**TASK DESCRIPTION:**
Copy the records below line by line and word for word, from the very first line through the line with "position:absolute; left:10px; top:836px;", omitting each picture.

**AVAILABLE DATA:**
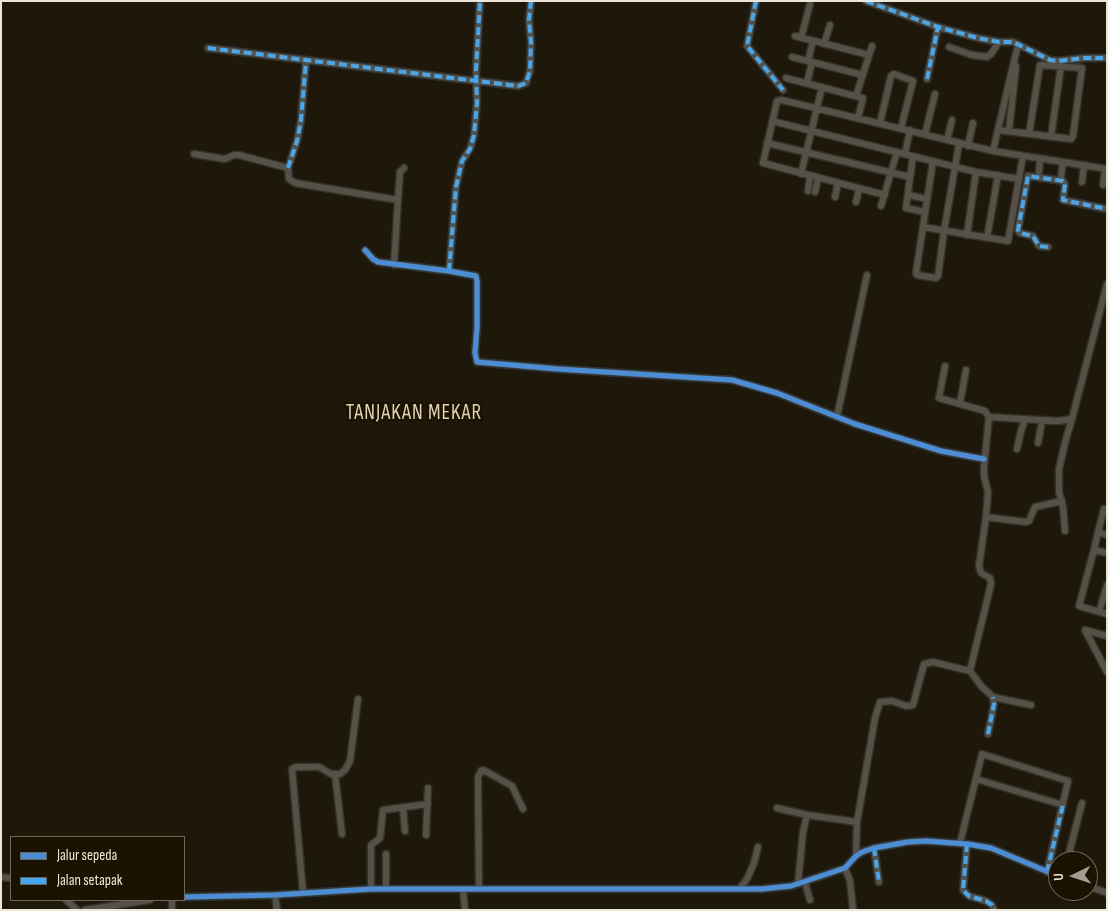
<!DOCTYPE html>
<html>
<head>
<meta charset="utf-8">
<style>
	body { margin:0 }
	#map { position:relative; width:1108px; height:911px; overflow:hidden; background:#1e180b; font-family:"Sofia Sans Condensed",sans-serif }
	canvas { display:block }
	.frame { position:absolute; inset:0; border:2px solid #ede6d7; pointer-events:none }
	.legend { position:absolute; left:10px; top:836px; width:175px; height:65px; box-sizing:border-box; background:#1c1200; border:1px solid #706756; margin:0; padding:6px 9px; list-style:none; font-size:15px; color:#ede6d7 }
	.legend li { display:flex; align-items:center; gap:10px; height:25px }
	.legend b { width:25px; border:1px solid #706756 }
	.north { position:absolute; left:1048px; top:851px; width:50px; height:50px; box-sizing:border-box; background:#1c1200; border:1px solid #706756; border-radius:50%; rotate:266deg; font-size:14px; font-weight:700; line-height:20px; text-align:center; color:#ede6d7 }
	.north::after { content:''; display:block; margin:auto; width:18px; height:22px; background:#a59e90; clip-path:polygon(50% 0,100% 100%,50% 72%,0 100%) }
</style>
</head>
<body>
<div id="map">
<canvas width="1108" height="911"></canvas>
<div class="frame"></div>
<ul class="legend">
<li><b style="height:6px;background:#468fdf"></b>Jalur sepeda</li>
<li><b style="height:6px;background:#3fa9f5"></b>Jalan setapak</li>
</ul>
<div class="north">U</div>
</div>
<script>
const context = document.querySelector('canvas').getContext('2d');
context.lineJoin = 'round';
const poly = rows => new Path2D(rows.map(r => 'M' + r).join(''));
function stroke(path, color, width, dash) { context.strokeStyle = color; context.lineWidth = width; context.lineCap = dash ? 'butt' : 'round'; context.setLineDash(dash || []); context.stroke(path); }
function write(font, color, halo, rows, align = 'center') {
  context.font = font + ' "Sofia Sans Condensed",sans-serif'; context.lineWidth = 5; context.setLineDash([]); context.textBaseline = 'middle'; context.strokeStyle = halo; context.fillStyle = color; for (const [text, x, y, turn = 0] of rows) {
    context.save(); context.translate(x, y); context.rotate((+turn || 0) * Math.PI / 180); context.textAlign = isNaN(turn) ? turn : align; if (halo) context.strokeText(text, 0, 0); context.fillText(text, 0, 0); context.restore();
  }
}
const minor = poly([
	[756,1,747,46,783,90],
	[866,1,938,27,978,38,999,42,1013,42,1050,60,1058,61,1084,58,1107,58],
	[795,36,869,55],
	[801,38,810,4],
	[824,44,830,25],
	[949,47,972,55,987,57,991,54,999,42],
	[208,48,518,86,526,83,530,71,531,43,529,20,531,1],
	[792,57,863,75],
	[808,61,813,41],
	[786,78,863,98,858,118],
	[927,79,938,27],
	[807,83,812,62],
	[856,96,872,46],
	[772,121,976,172,1019,179],
	[880,123,891,76,894,74,913,81,901,128],
	[998,130,1071,139,1073,136,1082,68,1040,65,1029,134],
	[1009,131,1016,66],
	[925,134,935,94],
	[1051,137,1061,66],
	[947,140,952,120],
	[767,143,910,177],
	[968,146,973,123],
	[993,151,1017,49],
	[194,154,225,159,234,155,239,155,288,168,289,179,295,183,398,200,394,265],
	[905,154,910,130],
	[913,156,906,208,925,212],
	[933,161,916,273,917,275,936,278,938,276,944,231,959,144],
	[288,168,297,141,301,120,306,61],
	[1039,172,1040,159],
	[801,174,822,87],
	[1061,177,1063,162],
	[1082,182,1084,165],
	[1103,185,1105,169],
	[808,191,810,176],
	[815,192,818,178],
	[885,195,763,163,777,101,782,100,993,151,1107,169],
	[908,195,927,199],
	[835,197,838,183],
	[398,200,400,172,404,168],
	[856,202,859,189],
	[881,206,897,152],
	[923,227,1008,241,1023,156],
	[967,235,976,172],
	[987,238,998,175],
	[1048,247,1039,246,1033,236,1020,233,1018,230,1028,176,1063,181,1065,184,1063,200,1107,209],
	[365,250,373,259,378,262,449,271,476,276,477,281,477,327,475,353,477,362,558,369,732,380,777,393,855,424,941,451,984,459],
	[449,271,456,187,462,161,470,149,474,135,477,103,476,70,480,1],
	[945,366,939,398,985,411,989,417],
	[960,403,966,370],
	[837,417,867,275],
	[1038,443,1042,421],
	[1017,449,1021,431,1025,420],
	[986,517,1026,522,1029,521,1035,507,1062,501],
	[1065,531,1063,507,1059,492,1059,469,1065,443,1072,419],
	[1098,532,1104,509,1107,510],
	[1094,550,1098,532,1107,535],
	[1107,553,1094,550,1079,606,1107,614],
	[1099,612,1107,585],
	[1107,636,1085,630,1107,672],
	[970,671,991,584,990,578,981,573,979,566,986,517,988,492,984,476,984,467,989,417,1058,421,1072,419,1107,284],
	[988,734,994,704,993,697],
	[335,774,342,834],
	[976,779,1063,805],
	[403,807,405,831],
	[777,808,807,815,857,822],
	[426,835,428,788],
	[960,843,982,754,1068,781,1047,872],
	[967,844,963,890,969,896,986,901,992,905,994,910],
	[874,848,879,882],
	[856,856,857,822,875,718,880,702,892,701,906,706,913,705,924,664,933,662,970,671,982,687,993,697,1031,705],
	[1067,861,1082,803],
	[845,868,850,881,853,910],
	[1,877,11,878],
	[805,882,810,900],
	[798,884,803,832,807,815],
	[1088,886,1107,893],
	[740,888,747,879,754,863,758,847],
	[371,889,371,845,380,838,383,810,428,804],
	[386,889,386,854],
	[463,889,465,910],
	[479,889,478,777,481,771,483,770,487,772,512,786,523,809],
	[303,892,292,769,296,767,319,767,331,774,340,774,345,770,350,761,358,699],
	[275,895,277,910],
	[184,897,275,895,371,889,761,889,791,886,845,868,856,856,862,852,874,848,908,842,926,841,967,844,991,848,1058,876],
	[66,900,77,910],
	[172,900,172,910],
	[85,910,150,900]
]);
const quiet = poly([
	[756,1,747,46,783,90],
	[866,1,938,27,978,38,999,42,1013,42,1050,60,1058,61,1084,58,1107,58],
	[208,48,518,86,526,83,530,71,531,43,529,20,531,1],
	[927,79,938,27],
	[288,168,297,141,301,120,306,61],
	[1048,247,1039,246,1033,236,1020,233,1018,230,1028,176,1063,181,1065,184,1063,200,1107,209],
	[449,271,456,187,462,161,470,149,474,135,477,103,476,70,480,1],
	[988,734,994,704,993,697],
	[967,844,963,890,969,896,986,901,992,905,994,910],
	[874,848,879,882],
	[1047,872,1063,805]
]);
const cycleway = poly([
	[365,250,373,259,378,262,449,271,476,276,477,281,477,327,475,353,477,362,558,369,732,380,777,393,855,424,941,451,984,459],
	[184,897,275,895,371,889,761,889,791,886,845,868,856,856,862,852,874,848,908,842,926,841,967,844,991,848,1058,876]
]);
const quarterNames = [
	["TANJAKAN MEKAR",414,414]
];
stroke(minor, '#353129', 9);
stroke(minor, '#555147', 6);
stroke(quiet, '#3fa9f5', 4, [8, 4]);
stroke(cycleway, '#468fdf', 5);
context.letterSpacing = '1px';
write('21px', '#e1d4b5', '#1c1200', quarterNames);
context.letterSpacing = '0px';
</script>
</body>
</html>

**WRITTEN REPLY:**
<!DOCTYPE html>
<html>
<head>
<meta charset="utf-8">
<style>
	body { margin:0 }
	#map { position:relative; width:1108px; height:911px; overflow:hidden; background:#1e180b; font-family:"Sofia Sans Condensed",sans-serif }
	canvas { display:block }
	.frame { position:absolute; inset:0; border:2px solid #ede6d7; pointer-events:none }
	.legend { position:absolute; left:10px; top:836px; width:175px; height:65px; box-sizing:border-box; background:#1c1200; border:1px solid #706756; margin:0; padding:6px 9px; list-style:none; font-size:15px; color:#ede6d7 }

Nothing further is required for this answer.